Ryoichi Kajiwara

Au Bump Interconnection with Ultrasonic Flip-Chip Bonding in 20 µm Pitch

Superfine flip-chip bonding technologies in 20 µm pitch microbumps on copper through-hole electrodes are substantial technologies for three-dimensional (3D) chip stacking LSI. As the advanced interconnection technology to connect the through-hole electrodes at low temperature and low bonding force, the ultrasonic flip-chip bonding (UFB) was verified by the total evaluation and the atomic-level analysis of the bonding interface on the chip-on-chip (COC) structure utilizing electroplated Au microbumps in 20 µm pitch. First, the lower limit bonding conditions were confirmed to be a bonding force of 20 N and an amplitude of 3 µm; the bonding accuracy achieved was within ±2 µm, the electrical interface resistance was stable about 0.57 Ω, and no damage around the interconnection structure was observed. Secondly, the mechanism of solid phase bonding interface formation at the atomic level without solid phase diffusion was confirmed as the Au-Au solid phase UFB bonding mechanism, and the orientation geometry of such bonding was apparently different from that of thermo compression bonding, which showed solid phase diffusion across the boundary. The achievement of this research will enable the realization of the 3D chip stacking LSI in the near future, which is characterized by scalabilities and high-performance. The subjects are the elucidation of the real oscillation contributes to bonding to optimize the process conditions and the establishment of the micro joint reliabilities utilizing UFB process.

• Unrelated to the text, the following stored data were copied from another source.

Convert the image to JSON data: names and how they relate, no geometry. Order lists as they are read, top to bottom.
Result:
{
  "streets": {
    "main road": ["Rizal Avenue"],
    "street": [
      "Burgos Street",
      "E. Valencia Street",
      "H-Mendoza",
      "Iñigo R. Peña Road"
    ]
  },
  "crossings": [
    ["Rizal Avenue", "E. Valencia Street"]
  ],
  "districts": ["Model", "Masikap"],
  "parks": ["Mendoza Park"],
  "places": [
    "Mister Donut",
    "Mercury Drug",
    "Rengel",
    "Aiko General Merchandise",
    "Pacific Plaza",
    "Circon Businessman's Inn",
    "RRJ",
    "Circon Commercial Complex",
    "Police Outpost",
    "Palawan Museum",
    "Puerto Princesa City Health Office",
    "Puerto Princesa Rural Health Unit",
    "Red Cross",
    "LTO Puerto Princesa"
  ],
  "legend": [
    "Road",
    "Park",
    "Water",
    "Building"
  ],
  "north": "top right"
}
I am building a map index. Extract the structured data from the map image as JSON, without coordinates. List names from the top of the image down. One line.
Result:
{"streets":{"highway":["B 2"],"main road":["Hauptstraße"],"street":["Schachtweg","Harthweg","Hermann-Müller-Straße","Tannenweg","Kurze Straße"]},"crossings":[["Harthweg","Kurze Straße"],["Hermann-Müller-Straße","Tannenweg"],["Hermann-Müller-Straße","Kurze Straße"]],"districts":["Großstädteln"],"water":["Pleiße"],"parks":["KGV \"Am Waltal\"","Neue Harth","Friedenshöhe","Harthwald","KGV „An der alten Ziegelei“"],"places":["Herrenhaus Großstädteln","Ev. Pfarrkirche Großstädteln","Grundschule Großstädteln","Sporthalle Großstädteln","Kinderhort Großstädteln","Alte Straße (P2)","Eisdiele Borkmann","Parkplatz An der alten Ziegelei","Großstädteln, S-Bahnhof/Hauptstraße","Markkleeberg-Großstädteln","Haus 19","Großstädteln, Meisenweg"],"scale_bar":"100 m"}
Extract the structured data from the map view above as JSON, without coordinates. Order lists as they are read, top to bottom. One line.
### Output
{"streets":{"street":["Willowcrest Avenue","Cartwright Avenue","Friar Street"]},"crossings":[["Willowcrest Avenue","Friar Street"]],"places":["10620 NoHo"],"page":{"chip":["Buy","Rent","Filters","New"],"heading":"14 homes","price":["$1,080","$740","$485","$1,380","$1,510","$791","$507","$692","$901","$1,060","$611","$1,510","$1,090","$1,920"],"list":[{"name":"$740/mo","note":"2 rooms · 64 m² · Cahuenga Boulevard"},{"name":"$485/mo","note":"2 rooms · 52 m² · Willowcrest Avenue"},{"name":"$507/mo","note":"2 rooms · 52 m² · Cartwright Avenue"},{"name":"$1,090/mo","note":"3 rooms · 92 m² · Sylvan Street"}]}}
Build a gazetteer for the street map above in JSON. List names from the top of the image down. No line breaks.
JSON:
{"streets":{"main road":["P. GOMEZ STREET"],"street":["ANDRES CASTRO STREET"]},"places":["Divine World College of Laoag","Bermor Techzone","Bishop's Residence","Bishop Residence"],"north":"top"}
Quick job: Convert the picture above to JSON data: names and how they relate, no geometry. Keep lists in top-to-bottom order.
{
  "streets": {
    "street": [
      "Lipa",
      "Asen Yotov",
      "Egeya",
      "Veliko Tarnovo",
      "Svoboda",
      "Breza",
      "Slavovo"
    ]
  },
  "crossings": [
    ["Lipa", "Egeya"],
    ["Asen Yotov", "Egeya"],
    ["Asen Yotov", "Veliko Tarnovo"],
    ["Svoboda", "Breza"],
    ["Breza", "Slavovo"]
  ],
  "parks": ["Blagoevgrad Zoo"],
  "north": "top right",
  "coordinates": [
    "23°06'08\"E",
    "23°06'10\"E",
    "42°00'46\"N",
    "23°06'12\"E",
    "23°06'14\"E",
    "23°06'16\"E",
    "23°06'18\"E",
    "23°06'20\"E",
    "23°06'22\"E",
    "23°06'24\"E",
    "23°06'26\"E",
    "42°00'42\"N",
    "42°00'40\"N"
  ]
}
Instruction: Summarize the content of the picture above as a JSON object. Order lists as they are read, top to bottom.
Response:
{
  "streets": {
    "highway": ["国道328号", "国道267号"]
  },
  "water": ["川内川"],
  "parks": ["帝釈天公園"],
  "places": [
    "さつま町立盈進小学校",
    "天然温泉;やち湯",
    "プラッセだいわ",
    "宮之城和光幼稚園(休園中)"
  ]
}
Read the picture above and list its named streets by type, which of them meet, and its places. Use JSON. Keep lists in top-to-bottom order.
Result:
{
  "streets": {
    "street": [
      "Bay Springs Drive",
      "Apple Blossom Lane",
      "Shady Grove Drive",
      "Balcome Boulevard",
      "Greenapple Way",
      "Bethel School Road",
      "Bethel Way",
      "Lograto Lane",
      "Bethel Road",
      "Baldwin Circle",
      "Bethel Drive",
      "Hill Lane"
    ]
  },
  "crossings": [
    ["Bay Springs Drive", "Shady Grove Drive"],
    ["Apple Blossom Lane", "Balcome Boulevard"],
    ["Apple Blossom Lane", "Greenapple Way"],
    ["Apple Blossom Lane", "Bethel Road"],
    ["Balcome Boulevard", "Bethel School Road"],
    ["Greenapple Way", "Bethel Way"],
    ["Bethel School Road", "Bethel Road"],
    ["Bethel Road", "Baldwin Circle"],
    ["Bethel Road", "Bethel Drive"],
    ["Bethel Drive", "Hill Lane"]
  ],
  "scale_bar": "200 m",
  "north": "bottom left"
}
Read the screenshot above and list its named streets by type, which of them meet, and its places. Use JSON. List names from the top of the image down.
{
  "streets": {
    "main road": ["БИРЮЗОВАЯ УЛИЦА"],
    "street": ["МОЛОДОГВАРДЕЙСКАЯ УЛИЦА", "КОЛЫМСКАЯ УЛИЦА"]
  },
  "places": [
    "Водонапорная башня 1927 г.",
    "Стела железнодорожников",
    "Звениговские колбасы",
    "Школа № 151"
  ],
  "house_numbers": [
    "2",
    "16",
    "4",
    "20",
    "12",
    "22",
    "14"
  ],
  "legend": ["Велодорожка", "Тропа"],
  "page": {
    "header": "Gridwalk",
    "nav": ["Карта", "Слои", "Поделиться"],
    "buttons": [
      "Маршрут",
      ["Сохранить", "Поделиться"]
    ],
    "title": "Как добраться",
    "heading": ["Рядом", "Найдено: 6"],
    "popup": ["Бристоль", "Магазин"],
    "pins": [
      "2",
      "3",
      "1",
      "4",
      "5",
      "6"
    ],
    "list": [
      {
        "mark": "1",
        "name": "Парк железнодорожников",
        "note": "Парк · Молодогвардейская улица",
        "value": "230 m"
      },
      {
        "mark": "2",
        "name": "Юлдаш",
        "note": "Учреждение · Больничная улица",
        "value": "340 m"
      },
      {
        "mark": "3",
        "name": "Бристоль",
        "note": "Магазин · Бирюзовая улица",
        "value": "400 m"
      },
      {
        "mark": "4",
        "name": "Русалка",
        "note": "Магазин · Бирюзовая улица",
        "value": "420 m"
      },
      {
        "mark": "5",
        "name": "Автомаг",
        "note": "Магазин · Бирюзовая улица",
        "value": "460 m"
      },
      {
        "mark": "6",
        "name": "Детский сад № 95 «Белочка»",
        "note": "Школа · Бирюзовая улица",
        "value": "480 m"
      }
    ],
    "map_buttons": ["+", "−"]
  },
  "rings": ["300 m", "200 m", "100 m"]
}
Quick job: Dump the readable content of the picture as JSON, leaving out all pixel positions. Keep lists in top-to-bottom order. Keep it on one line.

Au Bump Interconnection in 20 µm Pitch on 3D Chip Stacking Technology

The three-dimensional (3D) chip stacking LSI technology under development in Association of Super-Advanced Electronic Technologies (ASET) is a new packaging technology for realizing high-density and high-speed transmission, and superfine flip-chip bonding technologies utilizing 20-µm-pitch micro bumps on Cu through hole electrodes are substantial technologies. There are two key technical issues involved in realizing the 3D chip stacking LSI. One is the provision of the sufficient interconnections, which have low resistivity and which are absolutely connected. Another is the reduction of the thermal stress of the micro bumps by providing encapsulated resin between devices. Regarding the metallurgically stable and low electrical resistance interconnections, electroplated Au bump bonding in 20-µm-pitch by thermo compression bonding process was evaluated on the chip-on-chip(COC) structure. First, the softening of the Au bump by annealing was confirmed, and was expected to decrease the bonding stress of the under bump structure. Second, the lower limit bonding conditions were confirmed to be a bonding force of 24.5 N at 350°C, and the electrical resistance was confirmed to be stable at about 0.55 Ω. The mechanism of Au–Au thermo compression bonding with the solid phase diffusion across the boundary was confirmed. Finally, the life of the 20-µm-pitch interconnection with the underfillresin containing the hyperfine filler particles under temperature cycling tests (TCT) was more than 1000 cycles, which is an acceptable level for a semiconductor package. This research will enable the realization of 3D chip stacking LSI in the near future which features scalability and high performance. The subjects are the verification of the appropriate bump dimensions in order to further improve the reliability and the realization of the interconnection reliability on 3D chip stacking LSI.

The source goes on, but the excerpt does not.